Chris and I are minimalists. We only want to have the bare necessities around. Now that does not mean the items in our home are not nice. Everything is very specifically chosen, but as minimalists we only have what we need, cherish, and truly want around. We are the opposite of packrats and hoarders. I just finished reading: “After a While You Just Get Used to It: A Tale of Family Clutter” by Gwendolyn Knapp — which made me think of my own childhood.
Knapp is very descriptive about her mom’s home, but in a nice way. You get the point that her mom is a hoarder. It is funny how you do not really know the world you live in until sometimes you are far away from it. Growing up I do not remember our house having a lot of crap in it. We did not have nice things, but there was not crap every where. The couch we had was gross, had many holes (thanks to the dogs), and was not what you would think of if you were looking at a couch. My mom would cover it with sheets, mostly because she did not want anyone to see what it really looked like.
We were not hoarders, but I think looking back that my dad was a packrat. If you came into our house you would not see it. He kept it in his “office.” He had an office in the upstairs of our house. It was his area, and there were lots of papers. He kept everything. He also had an office/garage of sorts for his flailing business. There his packrat tendencies were with “tools.” My dad was a contractor. He had 100’s of every type of tool, and always found a reason he needed another. His garage was filled with money in the form of tools — money that should have been used to buy food to feed his family. Alas.

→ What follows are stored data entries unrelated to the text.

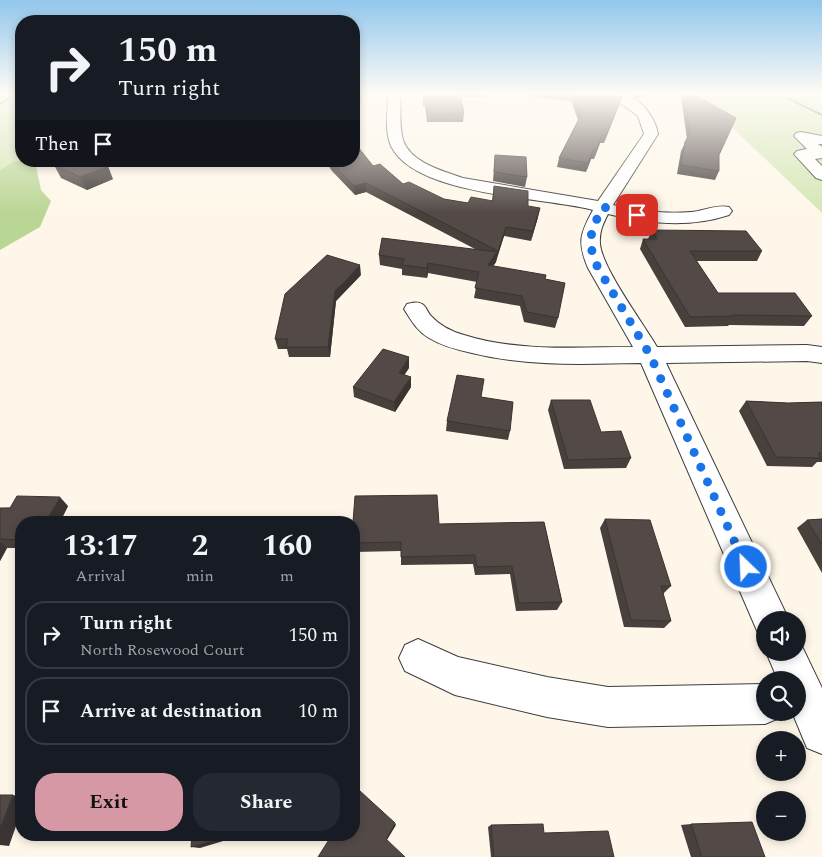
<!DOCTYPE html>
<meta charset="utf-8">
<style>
:root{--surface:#171b24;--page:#242831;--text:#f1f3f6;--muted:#9ea1a6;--line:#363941;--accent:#d698a4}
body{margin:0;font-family:Spectral,serif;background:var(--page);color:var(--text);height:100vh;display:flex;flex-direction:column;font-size:19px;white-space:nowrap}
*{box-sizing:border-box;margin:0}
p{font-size:16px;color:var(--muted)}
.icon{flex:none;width:28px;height:28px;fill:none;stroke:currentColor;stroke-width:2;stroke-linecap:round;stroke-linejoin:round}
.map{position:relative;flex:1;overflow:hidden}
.side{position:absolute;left:15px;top:516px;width:345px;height:325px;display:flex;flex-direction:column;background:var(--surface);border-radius:20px;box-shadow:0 2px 8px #0003}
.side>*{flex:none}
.guide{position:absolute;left:15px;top:15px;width:345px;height:152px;border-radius:20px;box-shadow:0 2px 8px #0003;background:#171b24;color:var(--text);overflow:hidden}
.controls{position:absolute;left:756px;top:611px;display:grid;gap:10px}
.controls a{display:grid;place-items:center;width:50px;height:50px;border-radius:50%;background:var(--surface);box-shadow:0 2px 8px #0003;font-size:25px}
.pin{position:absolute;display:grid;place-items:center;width:42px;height:42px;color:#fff;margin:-21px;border-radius:10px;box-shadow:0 2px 8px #0006}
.me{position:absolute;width:55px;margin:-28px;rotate:336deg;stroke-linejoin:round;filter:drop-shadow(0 0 4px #0008)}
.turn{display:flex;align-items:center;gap:18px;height:105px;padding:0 20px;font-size:22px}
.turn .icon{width:65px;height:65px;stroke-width:2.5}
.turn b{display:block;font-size:35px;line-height:42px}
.then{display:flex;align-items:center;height:48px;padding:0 20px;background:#0003;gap:10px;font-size:19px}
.eta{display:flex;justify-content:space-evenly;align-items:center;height:85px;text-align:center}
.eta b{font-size:30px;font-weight:700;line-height:35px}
.button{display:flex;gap:10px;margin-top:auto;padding:10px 20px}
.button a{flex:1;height:58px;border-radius:20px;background:var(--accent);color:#111;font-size:20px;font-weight:700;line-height:58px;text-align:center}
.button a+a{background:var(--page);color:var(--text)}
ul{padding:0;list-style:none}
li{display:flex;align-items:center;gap:15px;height:68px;margin:0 10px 8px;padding:0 10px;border:2px solid var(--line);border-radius:20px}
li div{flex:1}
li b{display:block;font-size:19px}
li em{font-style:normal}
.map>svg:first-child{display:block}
.green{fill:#d4e6b5}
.forest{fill:#bad695}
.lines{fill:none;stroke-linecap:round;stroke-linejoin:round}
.minor-casing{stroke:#3d3d3d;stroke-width:2}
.path{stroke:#2c2c2c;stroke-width:2;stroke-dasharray:2.5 1;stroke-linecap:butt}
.minor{fill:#fff;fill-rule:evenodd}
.wall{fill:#47403d}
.shaded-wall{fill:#3a3432}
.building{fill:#534a47;stroke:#3a3432}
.route{stroke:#1a73e8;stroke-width:9;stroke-dasharray:0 16.2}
</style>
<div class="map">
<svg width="822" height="857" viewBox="0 0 822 857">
<rect width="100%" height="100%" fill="#fef7e9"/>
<g class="green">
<path d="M0,93H21V161H32L0,180Z"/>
<path d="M696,93H822V213Z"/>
</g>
<path class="forest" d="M21,161L36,166L41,190L51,201L40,227L0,250V170L14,162Z"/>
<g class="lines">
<defs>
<g id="minor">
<path d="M388,93H400C401,109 399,125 403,140C411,163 443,171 463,178L598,201L644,134L638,116L606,93C611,93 617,92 622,93C641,98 655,117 658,134L613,205C638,211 665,214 691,212C704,211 717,204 729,207L732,211L729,215C689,228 649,224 608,214C603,224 599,232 600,244C602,268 643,323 657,347L807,345L822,347V363L807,361L666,363L789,620H765V636L758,633L641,363C584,364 528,367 472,353C458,350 442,346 429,338C417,331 411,320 404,309L407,304C412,303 417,301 422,304C426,306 428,313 431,316C440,326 453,332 464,335C518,352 577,347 633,347L588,268C577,242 580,234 593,210C544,197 415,196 391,146C384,130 388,110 388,93Z"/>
<path d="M801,132L822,136V144H818L822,147V158L815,159L822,166V180L816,178L794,154L797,151L807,149L794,136L796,133Z"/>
<path d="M798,638L822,688V754L807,748L792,712H798V680H778L766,652H798Z"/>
<path d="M418,639L458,657L547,677L608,687L765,684V712H781L779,718L765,724L608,727L547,717L455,695L405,671L399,658L405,645Z"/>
</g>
</defs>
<use href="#minor" class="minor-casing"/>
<g class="path">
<path d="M777,93L822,115"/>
<path d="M0,104L18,93"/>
</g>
<use href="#minor" class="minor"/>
</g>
<g class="wall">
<path d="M354,93H362L360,104L356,145L373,166L403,184L444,199L468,203L492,201L494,186L528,206L538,217L531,241L504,236L496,262L493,266L545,279L558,318L555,328L524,322L520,306L474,298L477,282L428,273L427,278L402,275V269L380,265L379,255L475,249L366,192L355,195L332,171L325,161H354Z"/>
<path d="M423,93H487V97H460L464,113L463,122H427L425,106H423Z"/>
<path d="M517,93H617L622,97L619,105L604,143H600L594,159H591L586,172L557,167L559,158L578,120L571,101L518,95Z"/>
<path d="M627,93H658L637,98Z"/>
<path d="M682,93H691L719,156V171L715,180L677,174L681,151L687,139L681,97Z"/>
<path d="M495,155L527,177L525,187L493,181Z"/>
<path d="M54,165L113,179L87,190L61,178Z"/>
<path d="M652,230L762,251L757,261H696L718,293L812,316L804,326L729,325L728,326L685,327L640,249L643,239H648Z"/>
<path d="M361,275L336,301L330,357H289L287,349H278L275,339Z"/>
<path d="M409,368L404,375L411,387L395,412L354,397L353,387Z"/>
<path d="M481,397L510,431L508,440L446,431L447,421Z"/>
<path d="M551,400L601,432L631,458L626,468L564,469L548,410Z"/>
<path d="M746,401L788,403L822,402V462H817L812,467L767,466L739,411Z"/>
<path d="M68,506L60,522H21V548H7L0,561V508Z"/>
<path d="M605,519L671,586L663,594L671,621L664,628L624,627L600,528Z"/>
<path d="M822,519V573L797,528L807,520Z"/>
<path d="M354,522L439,524L544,522L562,602L557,610L516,611L510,574L475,575L473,564L401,565V551L354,552Z"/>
<path d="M691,824L765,857H691L681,825Z"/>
<path d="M491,825L544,833L614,857H491L488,827Z"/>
</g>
<g class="shaded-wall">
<path d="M360,93H362L360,104L356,152L355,143Z"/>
<path d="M638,93H658L637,98Z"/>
<path d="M622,97L619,105L604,143L606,135Z"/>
<path d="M602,134L600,143L594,159L596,150Z"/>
<path d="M593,150L591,159L586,172L588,163Z"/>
<path d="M108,166L113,179L87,190L80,177Z"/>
<path d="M366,183V192L355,195L354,186Z"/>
<path d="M540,208L538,217L531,241L533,231Z"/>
<path d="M506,227L504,236L496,260L498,251Z"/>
<path d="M497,252L496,262L487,275L488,265Z"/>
<path d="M428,263V273L427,278V268Z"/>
<path d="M360,265L361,275L336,301L330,357L328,347L335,291Z"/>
<path d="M409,357V368L399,383V373Z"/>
<path d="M411,377V387L395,412L394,402Z"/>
<path d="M60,497L68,506L60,522H46Z"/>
<path d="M0,542L7,548L0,561Z"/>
<path d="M13,795L21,797V812L9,846L0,845V828Z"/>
<path d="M395,823L396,825L387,840L386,839Z"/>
<path d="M233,835H243L200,848L191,847Z"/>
</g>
<g class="building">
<path d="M354,93H360L355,143L373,166L380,164L403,184L409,182L444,199L468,203L471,197L493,201L494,186L528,191V206L540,208L533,231L506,227L498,251L366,183L354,186L330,161H354Z"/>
<path d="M423,93H460L464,113L427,114L425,98L423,97Z"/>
<path d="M573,93H617L622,97L606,135L602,134L596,150H593L588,163L559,158L581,115Z"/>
<path d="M684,93H691L736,118L719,155V171L681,165L685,142L690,133Z"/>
<path d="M495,155L526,157L527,177L494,172Z"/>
<path d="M63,161H97L108,166L80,177L54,165Z"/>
<path d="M652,230L746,231L762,251H690L718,293H795L812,316L733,315L734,316L690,317L643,239H657Z"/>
<path d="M382,238L497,252L488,265L546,275L545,279L565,283L558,318L527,312L522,296L475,288L479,272L428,263L427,268L402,265L404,259L379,255Z"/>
<path d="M327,255L360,265L335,291L328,347H286L288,339H275L285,294Z"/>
<path d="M383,349L409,357L399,373L411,377L394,402L353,387Z"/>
<path d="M457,375L484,379L481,397L513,402L510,431L447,421Z"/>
<path d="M551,400H590L601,432L621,431L631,458L568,460Z"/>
<path d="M746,401L788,403L822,402V453H818L821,458L776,457Z"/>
<path d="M437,495L439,524L544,522L562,602L519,603L512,566L477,567L475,555L401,557V542L354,543L353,522L355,496Z"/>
<path d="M17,496L60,497L46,522H21V540L0,539V508H10Z"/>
<path d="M605,519L650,520L671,586H661L671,621L631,620Z"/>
<path d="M822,519V545L807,520Z"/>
<path d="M360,791L395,823L386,839L405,857H318L332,835H354V801Z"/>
<path d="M0,795H13L0,828Z"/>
<path d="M752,822L765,857H702L691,824Z"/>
<path d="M543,824L544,833L608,831L614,857H494L491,825Z"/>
<path d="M192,835H233L191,847Z"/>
</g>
<linearGradient id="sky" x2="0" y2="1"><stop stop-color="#91c6ec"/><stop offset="0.44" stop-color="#fffbf5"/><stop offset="1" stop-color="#fffbf5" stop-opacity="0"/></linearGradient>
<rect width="822" height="213" fill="url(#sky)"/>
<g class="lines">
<path class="route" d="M637,215L603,207C590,232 586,241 598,268L650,355L746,567"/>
</g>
</svg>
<div class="controls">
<a><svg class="icon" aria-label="sound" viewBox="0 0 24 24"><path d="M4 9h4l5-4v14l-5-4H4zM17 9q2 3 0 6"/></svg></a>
<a><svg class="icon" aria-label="search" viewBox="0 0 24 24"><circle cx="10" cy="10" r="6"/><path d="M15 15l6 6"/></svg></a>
<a>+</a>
<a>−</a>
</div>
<div class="pin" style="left:637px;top:215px;background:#d93025"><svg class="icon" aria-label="arrive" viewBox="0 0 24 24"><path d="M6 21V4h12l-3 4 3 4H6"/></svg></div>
<svg class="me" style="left:746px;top:567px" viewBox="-20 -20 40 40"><circle r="17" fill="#1a73e8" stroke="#fff" stroke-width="3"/><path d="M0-11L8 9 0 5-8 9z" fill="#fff"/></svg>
<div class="guide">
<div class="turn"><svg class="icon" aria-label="right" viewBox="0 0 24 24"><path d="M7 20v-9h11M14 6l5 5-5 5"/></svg><div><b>150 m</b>Turn right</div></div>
<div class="then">Then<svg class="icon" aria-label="arrive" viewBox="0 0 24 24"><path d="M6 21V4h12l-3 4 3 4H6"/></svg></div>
</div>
<section class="side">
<div class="eta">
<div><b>13:17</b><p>Arrival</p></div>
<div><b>2</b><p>min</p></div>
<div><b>160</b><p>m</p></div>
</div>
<ul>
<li><svg class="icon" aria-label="right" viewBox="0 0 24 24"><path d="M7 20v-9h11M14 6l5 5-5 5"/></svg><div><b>Turn right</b><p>North Rosewood Court</p></div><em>150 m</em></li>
<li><svg class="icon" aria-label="arrive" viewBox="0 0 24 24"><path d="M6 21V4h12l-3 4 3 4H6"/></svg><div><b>Arrive at destination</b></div><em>10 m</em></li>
</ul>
<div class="button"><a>Exit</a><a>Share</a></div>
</section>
</div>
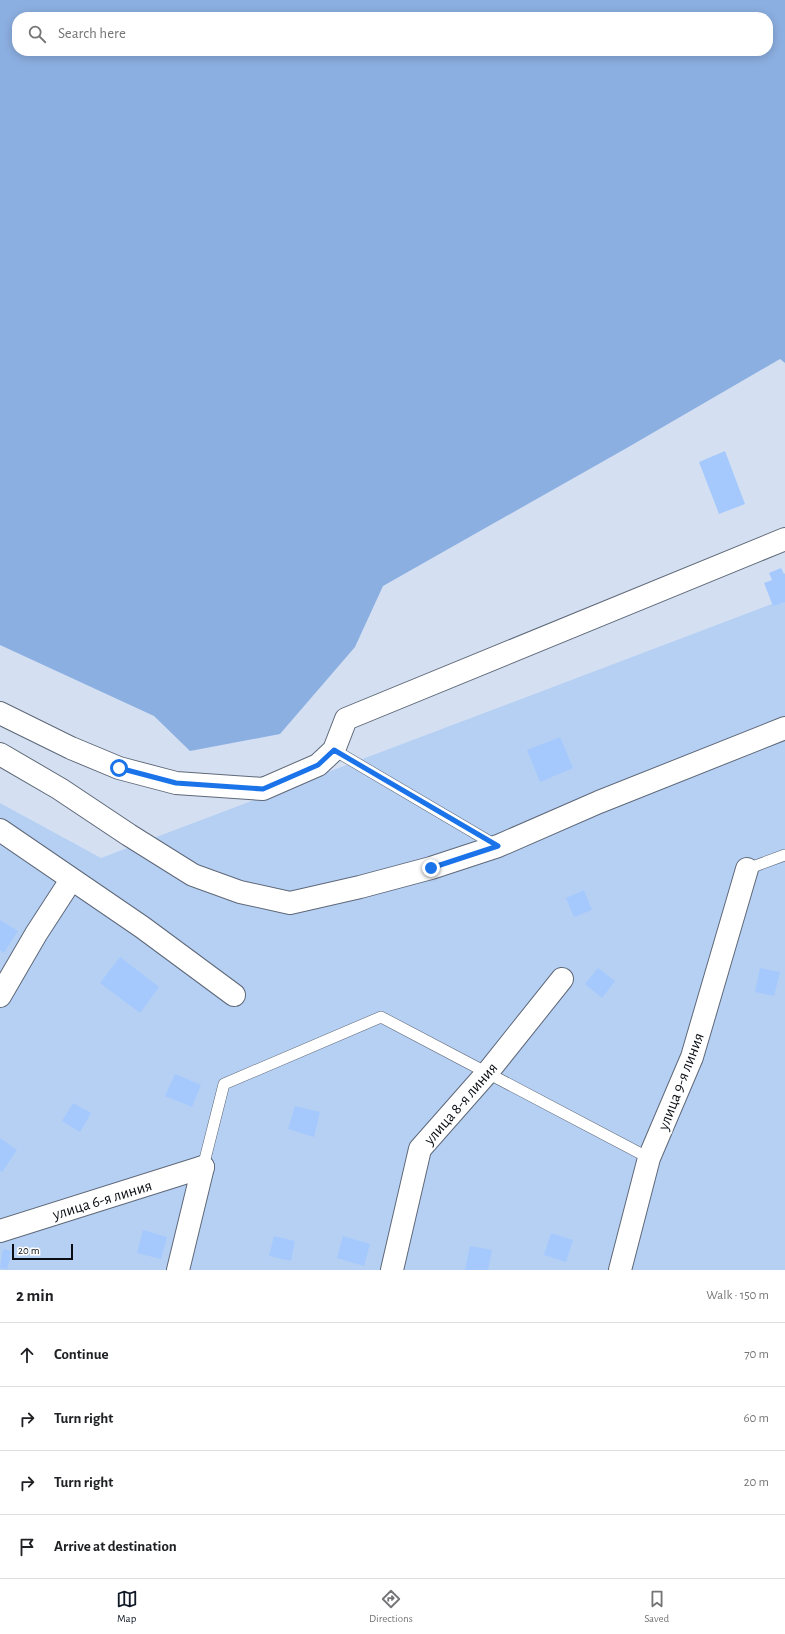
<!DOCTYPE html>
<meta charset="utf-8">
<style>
:root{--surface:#fff;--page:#f2f2f2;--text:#202124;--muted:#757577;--line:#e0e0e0;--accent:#111827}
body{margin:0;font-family:"Alegreya Sans",sans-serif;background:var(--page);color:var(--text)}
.scale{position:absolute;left:12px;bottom:10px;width:61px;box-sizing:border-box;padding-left:4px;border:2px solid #0a0e13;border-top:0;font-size:11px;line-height:14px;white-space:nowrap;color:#0a0e13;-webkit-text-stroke:3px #fff;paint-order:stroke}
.stop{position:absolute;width:12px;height:12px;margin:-9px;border:3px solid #1a73e8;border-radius:50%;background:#fff}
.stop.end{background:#1a73e8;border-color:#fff;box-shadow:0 1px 4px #0008}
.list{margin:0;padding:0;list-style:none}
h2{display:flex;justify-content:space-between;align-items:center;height:52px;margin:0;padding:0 16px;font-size:17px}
h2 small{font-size:13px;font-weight:400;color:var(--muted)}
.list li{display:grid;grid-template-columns:26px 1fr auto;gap:12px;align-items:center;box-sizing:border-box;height:64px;padding:0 16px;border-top:1px solid var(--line)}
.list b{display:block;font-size:15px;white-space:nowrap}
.list em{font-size:13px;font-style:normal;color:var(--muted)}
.icon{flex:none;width:22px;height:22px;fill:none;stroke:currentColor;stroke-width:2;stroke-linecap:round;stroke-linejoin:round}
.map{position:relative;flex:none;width:785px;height:1270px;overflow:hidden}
.search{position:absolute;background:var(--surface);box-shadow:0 2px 10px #0003;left:12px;right:12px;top:12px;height:44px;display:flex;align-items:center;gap:10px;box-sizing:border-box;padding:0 14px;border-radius:16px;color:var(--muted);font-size:15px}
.sheet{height:308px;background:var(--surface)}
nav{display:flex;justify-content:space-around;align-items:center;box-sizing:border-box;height:56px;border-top:1px solid var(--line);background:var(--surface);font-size:11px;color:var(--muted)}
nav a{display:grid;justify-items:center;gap:2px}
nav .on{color:var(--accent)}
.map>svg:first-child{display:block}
.green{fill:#b6d0f4}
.water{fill:#8cafe1;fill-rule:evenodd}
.building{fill:#a5c9fd}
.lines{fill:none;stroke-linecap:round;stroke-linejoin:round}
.lane-casing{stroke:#5e6878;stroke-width:12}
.street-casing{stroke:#5e6878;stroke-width:24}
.lane{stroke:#fff;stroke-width:11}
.street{stroke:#fff;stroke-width:22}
.route{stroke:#1a73e8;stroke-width:5}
.labels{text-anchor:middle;stroke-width:4;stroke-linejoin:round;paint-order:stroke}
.street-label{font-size:16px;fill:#0a0e13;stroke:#fff}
</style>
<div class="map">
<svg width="785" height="1270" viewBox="0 0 785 1270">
<rect width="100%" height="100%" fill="#d4e0f2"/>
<polygon class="green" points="785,599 785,1270 0,1270 0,803 101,858"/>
<path class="water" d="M0 0H785V363L780 359 625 449 383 586 355 647 280 734 190 751 154 716 0 645ZM17 17H768V51H17Z"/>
<g class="building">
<polygon points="725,451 745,504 719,514 699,462"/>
<polygon points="781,568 784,574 785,573 785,602 773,606 764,583 772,580 769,573"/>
<polygon points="560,737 573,768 540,782 527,750"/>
<polygon points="584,890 592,910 574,917 566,898"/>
<polygon points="0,920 18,931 4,953 0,950"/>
<polygon points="120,957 159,987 140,1013 100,983"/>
<polygon points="598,968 615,981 602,998 585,984"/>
<polygon points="760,968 780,972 774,996 755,992"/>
<polygon points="175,1074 201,1085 192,1107 165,1096"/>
<polygon points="73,1103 91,1113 80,1132 62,1121"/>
<polygon points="295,1106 320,1112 314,1137 288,1129"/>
<polygon points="0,1138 17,1150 2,1172 0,1171"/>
<polygon points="143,1230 167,1237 161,1259 137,1253"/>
<polygon points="551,1233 573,1240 566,1262 544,1255"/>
<polygon points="274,1236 295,1241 291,1261 269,1256"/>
<polygon points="343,1236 370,1244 364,1266 337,1258"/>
<polygon points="470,1246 492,1250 488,1270 465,1270"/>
<polygon points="3,1249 12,1251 7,1269 0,1268"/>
</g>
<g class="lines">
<defs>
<g id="lane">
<polyline points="334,750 497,846"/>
<polyline points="747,869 785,855"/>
<polyline points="203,1167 224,1084 381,1017 649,1158"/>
</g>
<g id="street">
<polyline points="0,713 71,748 119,768 176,783 263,789 318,765 334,750 346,719 785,539"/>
<polyline points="0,754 60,789 129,835 193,875 240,892 290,903 360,887 431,868 498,846 599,802 785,728"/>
<polyline points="0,830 142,927 234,995"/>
<polyline points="0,996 36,934 71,880"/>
<polyline points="0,1231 203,1167"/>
<polyline points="178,1270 203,1167"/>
<polyline points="392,1270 420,1149 487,1073 562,979"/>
<polyline points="620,1270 649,1158 692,1057 747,869"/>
</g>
</defs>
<use href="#lane" class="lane-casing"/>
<use href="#street" class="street-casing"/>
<use href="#lane" class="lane"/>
<use href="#street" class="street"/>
</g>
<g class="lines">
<polyline class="route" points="119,768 176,783 263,789 318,765 334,750 498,846 431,868"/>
</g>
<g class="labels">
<g class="street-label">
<text transform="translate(680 1081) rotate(-69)" y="6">улица 9-я линия</text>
<text transform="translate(460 1103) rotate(-49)" y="6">улица 8-я линия</text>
<text transform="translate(102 1199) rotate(-17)" y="6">улица 6-я линия</text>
</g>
</g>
</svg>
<div class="scale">20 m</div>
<div class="stop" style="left:119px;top:768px"></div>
<div class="stop end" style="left:431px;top:868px"></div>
<div class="search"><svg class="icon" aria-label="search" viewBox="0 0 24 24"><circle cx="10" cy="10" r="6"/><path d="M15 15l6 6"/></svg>Search here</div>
</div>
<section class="sheet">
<h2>2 min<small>Walk · 150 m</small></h2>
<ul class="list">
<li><svg class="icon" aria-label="ahead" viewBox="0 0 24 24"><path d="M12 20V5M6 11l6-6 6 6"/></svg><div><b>Continue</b></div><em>70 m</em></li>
<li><svg class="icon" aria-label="right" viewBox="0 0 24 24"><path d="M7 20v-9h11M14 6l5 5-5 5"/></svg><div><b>Turn right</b></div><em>60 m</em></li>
<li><svg class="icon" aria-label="right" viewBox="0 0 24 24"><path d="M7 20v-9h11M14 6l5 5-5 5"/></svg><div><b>Turn right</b></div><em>20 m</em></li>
<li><svg class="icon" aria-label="arrive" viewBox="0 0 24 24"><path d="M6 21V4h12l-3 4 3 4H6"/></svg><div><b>Arrive at destination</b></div></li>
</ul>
</section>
<nav>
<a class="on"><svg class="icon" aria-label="map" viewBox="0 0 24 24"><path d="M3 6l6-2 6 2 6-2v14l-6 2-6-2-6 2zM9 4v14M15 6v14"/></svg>Map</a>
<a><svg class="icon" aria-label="directions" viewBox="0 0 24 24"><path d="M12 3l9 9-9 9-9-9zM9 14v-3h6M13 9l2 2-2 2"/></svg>Directions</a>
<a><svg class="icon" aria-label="saved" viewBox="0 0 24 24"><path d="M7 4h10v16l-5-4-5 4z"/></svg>Saved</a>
</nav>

I remember when he passed on and we had to go through his possessions. We filled storage units that equaled the size of a two-car garage. This was not for furniture or clothes or belongings. It was for his tools and files. We took inventory of everything and had to go through it all. Sadly, most of it went into a dumpster (the files) and the tools given away or sold. There wasn’t anything that amounted to much. Sharing all of this brings me back to the point of: What do we keep and why do we keep it?
Chris and I have carefully selected the items in our home, we discuss together the merits of keeping or getting rid of things. We think through “why” we are keeping something. Does it have meaning? In a time where people want to feel like they belong, do you think that people use stuff to find meaning in their lives? That maybe surrounding themselves with things (whether trivial or meaningful) helps them feel less lonely and that they have more in their life? I often wonder that about my dad. What did all that stuff mean to him? I would rather hold the memories inside, and get the clutter out of my life.
There is a lot of my childhood I do not remember. Since my parents are no longer around it is hard to know what I was truly like as a baby, toddler, or even as I got older. Was I quiet, or sassy? Did I talk a lot? What was I like with my parents? Did I like to cuddle? I think about all of these things as I begin to think about the little boy who is going to join our family in around 10 weeks.
I have no idea if I got excited to see my parents when they came home from being away. I do remember we had three large picture windows in our front room (filled with plants) but still giving me access to look out the window at the trash truck, or my dad’s pickup truck arriving home. This video I found recently brought a huge smile to my face. While my house is not designed for a visible window/door to the driveway/garage, I hope regardless my son gets just as excited to see me.
Last Saturday was a gorgeous day in Portland. It was sunny and nearly sixty degrees. While the other side of the country in New England was about to get another downpour of snow, there were folks in Portland wearing flip flops. I was not one of them, but inside I cannot wait for the day for my toes to spread wide and enjoy some warm sunshine. After a day of hopping around to a few of my favorite places in Portland, we came home so I could go for a run.
A little background — my treadmill died recently. Either I ran on it so much that I broke the main support bar, or Nordic Track just makes shitty treadmills. In any case, the only two options to fix it were to have a welder come out to our house, or for Nordic Track to replace the treadmill. Note to each of you that might be as crazy as I am, if you use a treadmill often, purchase the warranty. In October, we decided to extend the warranty. The treadmill fix it guy frequents our house a few times a year, and with the $150 a year warranty we do not pay for a single part or his time. If we had not paid the $150, we would have had to shell out the cash for a brand new treadmill.
So Saturday. Chris drops me off at home so I could go for a run, and he heads off to do a few more errands. I am in the middle of a really good book, and after hitting 8 miles, I feel great, Chris is not home yet, and I am loving the feel of my new treadmill. So I keep running. By mile 10, I am reminded that Sunday morning is a half marathon that I wanted to do in a neighboring town. I realize I never registered, and even if I had, I should be taking a chill day before a race. So since I have already run 10 miles I decide I might as well just keep going. Chris still is not home yet, and I still feel great, and I would love to finish my book.
Chris drives into the garage as I hit 11.5 miles, and cannot believe what I am doing. His happy, crazy wife. I finish my book at 12.5 miles and push through to 13.1 miles to complete a half marathon on my treadmill. Definitely easier than around the city, but still a good, solid workout. 1 hour 41 minutes is not too shabby.